### TASK REQUIREMENTS
Look below for the line that has "0H303L224 228 138". Set down the lines from there through the line that has "M1505 0H1561L1589 57", exactly as written.

### Dataset entries
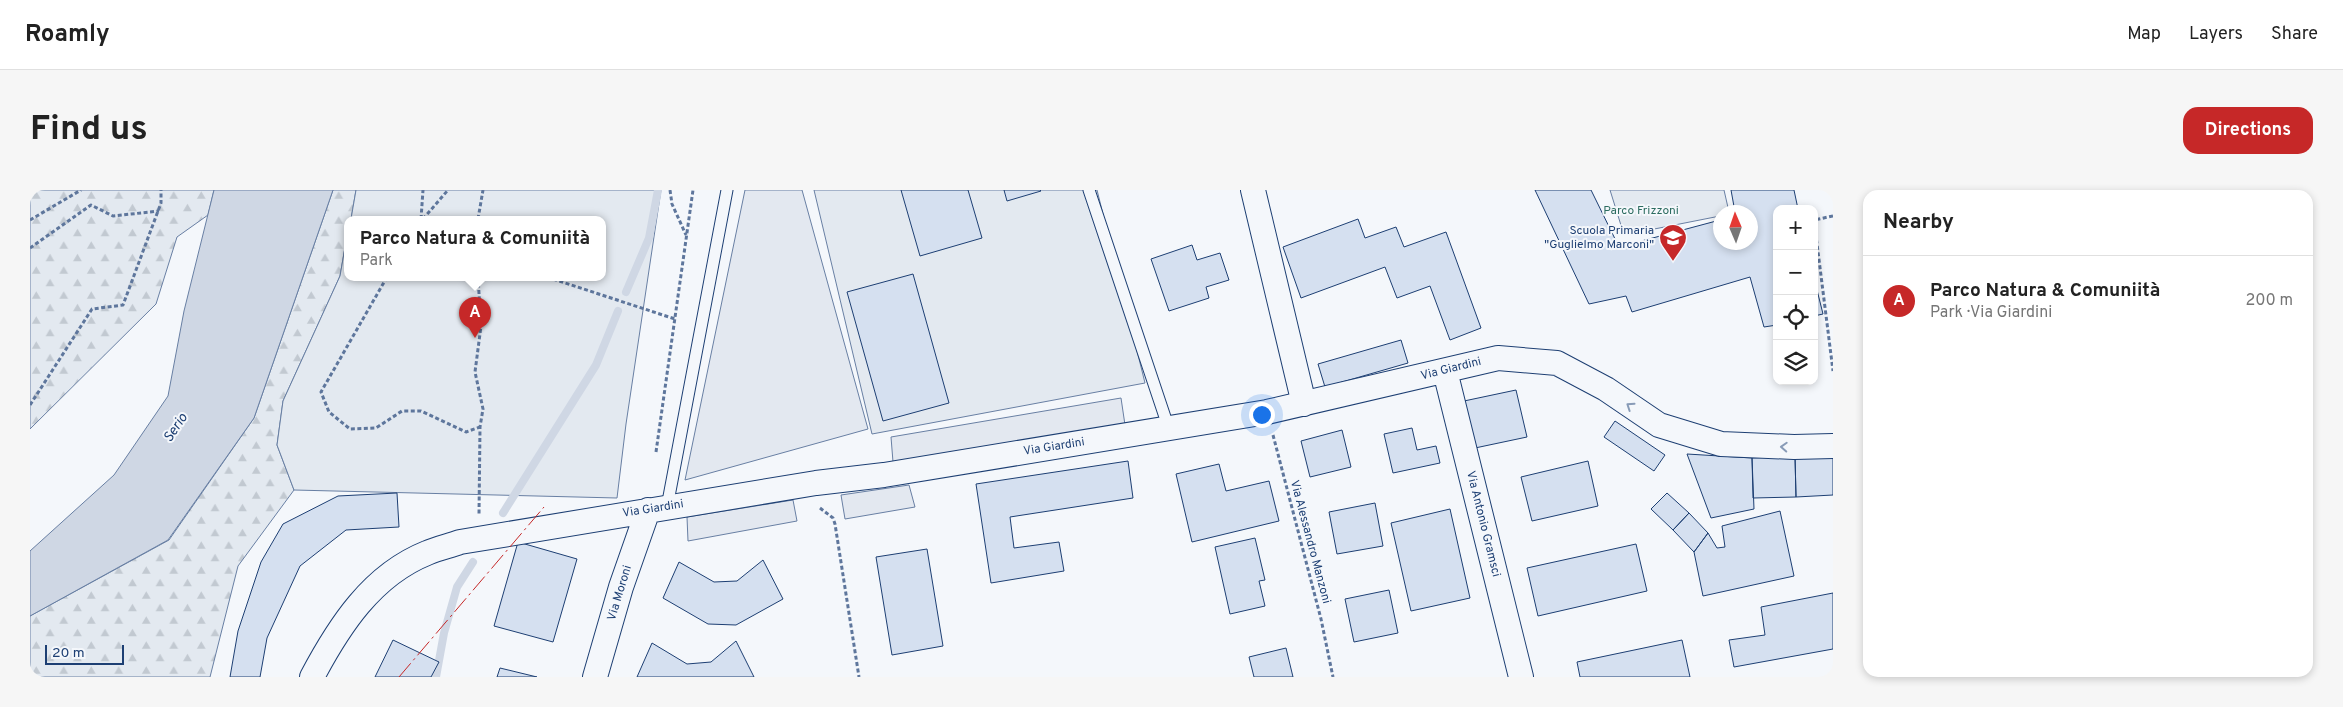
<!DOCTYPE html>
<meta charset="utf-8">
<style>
:root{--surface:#fff;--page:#f6f6f6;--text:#222;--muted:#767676;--line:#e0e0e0;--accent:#c62828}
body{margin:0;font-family:Overpass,sans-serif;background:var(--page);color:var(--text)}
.controls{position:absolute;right:15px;top:15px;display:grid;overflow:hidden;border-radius:10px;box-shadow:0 2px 8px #0003}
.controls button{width:45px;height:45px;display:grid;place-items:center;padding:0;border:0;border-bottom:1px solid var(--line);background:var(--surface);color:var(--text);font:25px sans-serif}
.compass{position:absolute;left:1683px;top:15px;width:45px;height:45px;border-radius:50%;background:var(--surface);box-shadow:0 2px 8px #0003;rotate:358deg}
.scale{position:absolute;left:15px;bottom:12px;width:79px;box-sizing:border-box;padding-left:5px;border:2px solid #1d3f73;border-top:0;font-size:14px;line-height:18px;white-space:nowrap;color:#1d3f73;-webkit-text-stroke:4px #f4f7fb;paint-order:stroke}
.you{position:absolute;left:1231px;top:224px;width:18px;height:18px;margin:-12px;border:4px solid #fff;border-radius:50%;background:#1a73e8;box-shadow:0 0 0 8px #1a73e833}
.badge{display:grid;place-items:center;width:32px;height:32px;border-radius:50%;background:var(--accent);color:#fff;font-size:16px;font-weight:700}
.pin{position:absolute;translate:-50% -41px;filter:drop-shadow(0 1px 2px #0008)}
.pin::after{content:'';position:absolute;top:26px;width:18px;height:15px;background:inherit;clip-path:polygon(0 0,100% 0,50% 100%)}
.popup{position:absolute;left:314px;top:26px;width:262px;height:65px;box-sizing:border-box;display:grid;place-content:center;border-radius:10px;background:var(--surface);filter:drop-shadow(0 1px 4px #0005);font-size:16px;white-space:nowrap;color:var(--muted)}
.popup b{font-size:19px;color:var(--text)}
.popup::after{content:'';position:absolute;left:50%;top:100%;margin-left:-10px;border:10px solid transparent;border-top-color:var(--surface)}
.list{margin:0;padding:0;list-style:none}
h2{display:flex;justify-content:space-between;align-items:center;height:65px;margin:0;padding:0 20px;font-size:21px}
h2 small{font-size:16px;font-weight:400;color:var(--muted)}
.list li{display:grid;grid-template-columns:32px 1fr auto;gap:15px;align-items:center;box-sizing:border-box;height:90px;padding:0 20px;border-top:1px solid var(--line)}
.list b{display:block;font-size:19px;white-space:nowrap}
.list p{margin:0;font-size:16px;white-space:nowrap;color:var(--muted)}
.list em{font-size:16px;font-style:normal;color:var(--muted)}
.icon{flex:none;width:28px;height:28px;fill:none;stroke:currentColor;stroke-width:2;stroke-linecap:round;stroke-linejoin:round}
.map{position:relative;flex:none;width:1803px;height:487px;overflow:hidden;border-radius:15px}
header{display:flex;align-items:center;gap:30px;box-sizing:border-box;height:70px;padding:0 25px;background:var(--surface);border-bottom:1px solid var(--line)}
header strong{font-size:24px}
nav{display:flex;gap:28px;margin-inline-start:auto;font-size:18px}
.intro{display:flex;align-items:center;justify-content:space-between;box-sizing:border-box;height:120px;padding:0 30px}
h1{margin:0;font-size:35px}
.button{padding:12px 22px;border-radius:15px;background:var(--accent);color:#fff;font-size:18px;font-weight:700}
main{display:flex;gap:30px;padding:0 30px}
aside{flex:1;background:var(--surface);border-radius:15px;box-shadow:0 2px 8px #0003}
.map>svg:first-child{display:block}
</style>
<header>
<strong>Roamly</strong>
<nav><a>Map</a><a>Layers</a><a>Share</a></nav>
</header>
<div class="intro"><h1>Find us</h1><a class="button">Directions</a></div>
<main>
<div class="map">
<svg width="1803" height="487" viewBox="0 0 1803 487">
<defs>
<pattern id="forest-firs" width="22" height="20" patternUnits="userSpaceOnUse" patternTransform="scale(1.25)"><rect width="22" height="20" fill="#e3e9f0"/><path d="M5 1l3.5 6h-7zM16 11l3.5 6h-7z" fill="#c2c9d1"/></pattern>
</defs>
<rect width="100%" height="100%" fill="#f4f7fb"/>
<!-- forest -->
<path fill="url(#forest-firs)" stroke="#687fa3" d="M0 0H184L178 25 147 47 126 114 0 239Z
M303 0H326L321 29H318L317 46 310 86 253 211 247 255 264 300 208 376 180 487H0V426L139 350 224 228Z"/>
<!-- green -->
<path fill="#e3e9f0" stroke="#687fa3" d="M326 0H631L596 234 587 308 264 300 247 255 253 211 310 86 317 46 318 87H572V29H321Z
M784 0H1067L1115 193 842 244Z
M1580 0H1694L1699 22H1690V26L1594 45Z"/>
<!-- parking -->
<path fill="#e3e8f0" stroke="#687fa3" d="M715 0H772L838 239 655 290Z
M1091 208 1095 235 863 272 861 247Z
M879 295 885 317 815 329 811 305Z
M763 310 767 331 658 351 657 327Z"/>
<!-- water -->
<path fill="#cfd7e4" stroke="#687fa3" d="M184 0H303L224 228 138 350 0 426V361L84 285 138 206 154 121Z"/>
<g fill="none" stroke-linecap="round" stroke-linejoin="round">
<!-- stream -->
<path stroke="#cfd7e4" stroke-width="8" d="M596 102 619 48 628 0
M473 323 566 175 588 121
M406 487 414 443 427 397 443 372"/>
</g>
<!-- building -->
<path fill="#d5e0f0" stroke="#1d3f73" d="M871 0H938L952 48 890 66Z
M974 0H1010L1011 1 977 11Z
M1505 0H1561L1589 57 1690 30V52H1720V22H1705L1701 0H1764L1768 19H1747V135L1734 137 1720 87 1602 122 1596 106 1559 114Z
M1328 29 1335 48 1366 37 1374 57 1416 42 1451 138 1420 150 1400 96 1367 108 1355 77 1271 108 1253 57Z
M1162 55 1167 70 1190 63 1199 90 1176 97 1179 108 1139 121 1121 69Z
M883 84 919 213 853 231 817 102Z
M1784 88 1793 124 1784 126Z
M1371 150 1378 173 1295 197 1288 174Z
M1486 200 1497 247 1445 258 1434 211Z
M1585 231 1635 265 1624 281 1574 247Z
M1382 238 1387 260 1406 256 1410 273 1363 283 1354 244Z
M1312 240 1321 277 1280 287 1271 251Z
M1657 264 1722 268 1724 319 1681 328Z
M1803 265V305L1766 307 1765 266Z
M1765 266 1766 307 1723 308 1722 268Z
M1098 271 1103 308 980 327 984 358 1029 352 1034 381 961 393 946 294Z
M1558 271 1568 316 1502 331 1491 287Z
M1189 274 1196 301 1239 291 1249 331 1162 352 1146 284Z
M367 303 369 337 316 340 270 376 237 448 230 487H200L208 441 231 372 253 334 308 306Z
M1637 303 1659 323 1643 340 1621 319Z
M1345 313 1353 356 1307 364 1299 322Z
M1420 319 1440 408 1381 421 1361 333Z
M1750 321 1764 386 1673 406 1664 362 1678 343 1687 358 1695 357 1692 336Z
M1659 323 1678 343 1664 362 1643 340Z
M1225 348 1235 390 1229 391 1235 416 1200 424 1185 357Z
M488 352 547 369 523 452 464 436Z
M1606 354 1617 401 1508 426 1497 378Z
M897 359 913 456 862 465 846 367Z
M733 370 753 409 706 435 678 434 633 408 649 372 684 392 707 391Z
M1359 400 1368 443 1324 452 1315 409Z
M1803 403V459L1704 477 1699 450 1735 445 1731 417Z
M363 450 409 472 401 487H345Z
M1652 450 1660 487H1550L1547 472Z
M706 451 724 487H607L622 453 657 474 681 472Z
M1256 458 1263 487H1224L1219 467Z
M470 478 507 487H467Z"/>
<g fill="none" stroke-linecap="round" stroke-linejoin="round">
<defs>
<path id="lane" d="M1059 0 1139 239
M637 317 697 0"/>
<path id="street" d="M1223 0 1274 214
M1415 181 1491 487
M282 487C309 436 342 385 397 363 408 358 419 356 430 352L786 293 854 285 1237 222 1468 168 1527 173 1576 199 1629 235 1691 254 1764 257 1803 256
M565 487 591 397 618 320"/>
</defs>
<!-- lane casing -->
<use href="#lane" stroke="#1d3f73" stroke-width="13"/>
<!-- street casing -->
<use href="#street" stroke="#1d3f73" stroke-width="26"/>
<!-- path -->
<path stroke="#5e769c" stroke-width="3" stroke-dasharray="4 2.5" stroke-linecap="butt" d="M640 0 642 14 656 45
M1803 26 1784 30 1803 181
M391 29 393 0
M393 29 418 0
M448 29 453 0
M0 30 51 0
M0 58 61 15 83 26 129 21
M357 87 291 202 299 222 320 239 346 238 372 221H391L436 242 450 237
M448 87 451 136 445 182 453 219 450 237 449 324
M517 87 645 129
M0 215 62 119 93 115 131 13V0
M1243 245 1291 429 1303 487
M626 262 663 0
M790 318 803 328 805 334 829 487"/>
<!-- lane -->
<use href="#lane" stroke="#f4f7fb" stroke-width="11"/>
<!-- street -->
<use href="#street" stroke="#f4f7fb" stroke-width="24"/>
<!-- power -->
<path stroke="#c62828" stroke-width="1" stroke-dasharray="18 4 2.5 4" stroke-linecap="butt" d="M369 487 514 317"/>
</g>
<!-- one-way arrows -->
<defs><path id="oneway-chevron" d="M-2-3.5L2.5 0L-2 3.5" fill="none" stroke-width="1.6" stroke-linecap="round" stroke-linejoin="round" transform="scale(1.25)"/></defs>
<g stroke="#889bb7">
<use href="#oneway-chevron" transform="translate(1600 216) rotate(-146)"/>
<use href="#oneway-chevron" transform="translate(1754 257) rotate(-177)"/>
</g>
<!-- icons -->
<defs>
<symbol id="school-pin" viewBox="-11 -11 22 30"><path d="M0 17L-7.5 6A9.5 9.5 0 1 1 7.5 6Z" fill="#c62828" stroke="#f4f7fb"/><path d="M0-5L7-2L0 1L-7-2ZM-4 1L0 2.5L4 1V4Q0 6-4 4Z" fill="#fff"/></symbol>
</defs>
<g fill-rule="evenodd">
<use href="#school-pin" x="1627" y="32" width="32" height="43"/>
</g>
<g text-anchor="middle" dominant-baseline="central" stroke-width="4" stroke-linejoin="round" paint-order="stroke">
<!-- park labels -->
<g font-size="12" fill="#2c6c60" stroke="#f4f7fb">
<text x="1611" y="21">Parco Frizzoni</text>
</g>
<!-- poi labels -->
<g font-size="12" fill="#1d3f73" stroke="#f4f7fb" text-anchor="end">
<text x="1624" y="41">Scuola Primaria<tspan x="1624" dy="14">"Guglielmo Marconi"</tspan></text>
</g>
<!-- street labels -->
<g font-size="12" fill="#1d3f73" stroke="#f4f7fb">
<text transform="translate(1421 179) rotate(-14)">Via Giardini</text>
<text transform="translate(1024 257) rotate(-9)">Via Giardini</text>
<text transform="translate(623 319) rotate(-9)">Via Giardini</text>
<text transform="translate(1453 334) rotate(76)">Via Antonio Gramsci</text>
<text transform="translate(1280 352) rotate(75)">Via Alessandro Manzoni</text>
<text transform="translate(590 403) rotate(-73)">Via Moroni</text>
</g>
<!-- water labels -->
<g font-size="14" font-style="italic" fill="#1d3f73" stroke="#f4f7fb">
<text transform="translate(146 238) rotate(-56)">Serio</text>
</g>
</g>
</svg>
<div class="controls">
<button>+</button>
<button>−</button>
<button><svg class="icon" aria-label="locate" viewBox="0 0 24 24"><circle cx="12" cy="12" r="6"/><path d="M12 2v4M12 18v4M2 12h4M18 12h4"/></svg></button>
<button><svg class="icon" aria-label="layers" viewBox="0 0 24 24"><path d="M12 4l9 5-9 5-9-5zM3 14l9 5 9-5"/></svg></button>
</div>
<svg class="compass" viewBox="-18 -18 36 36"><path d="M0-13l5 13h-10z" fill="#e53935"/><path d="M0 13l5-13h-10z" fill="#767676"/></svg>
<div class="scale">20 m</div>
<div class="you"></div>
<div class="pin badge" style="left:445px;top:148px">A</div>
<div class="popup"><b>Parco Natura &amp; Comuniità</b>Park</div>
</div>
<aside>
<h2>Nearby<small></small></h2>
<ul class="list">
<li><span class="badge">A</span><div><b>Parco Natura &amp; Comuniità</b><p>Park · Via Giardini</p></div><em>200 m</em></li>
</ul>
</aside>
</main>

### RESPONSE TO THE TASK
<path fill="#cfd7e4" stroke="#687fa3" d="M184 0H303L224 228 138 350 0 426V361L84 285 138 206 154 121Z"/>
<g fill="none" stroke-linecap="round" stroke-linejoin="round">
<!-- stream -->
<path stroke="#cfd7e4" stroke-width="8" d="M596 102 619 48 628 0
M473 323 566 175 588 121
M406 487 414 443 427 397 443 372"/>
</g>
<!-- building -->
<path fill="#d5e0f0" stroke="#1d3f73" d="M871 0H938L952 48 890 66Z
M974 0H1010L1011 1 977 11Z
M1505 0H1561L1589 57 1690 30V52H1720V22H1705L1701 0H1764L1768 19H1747V135L1734 137 1720 87 1602 122 1596 106 1559 114Z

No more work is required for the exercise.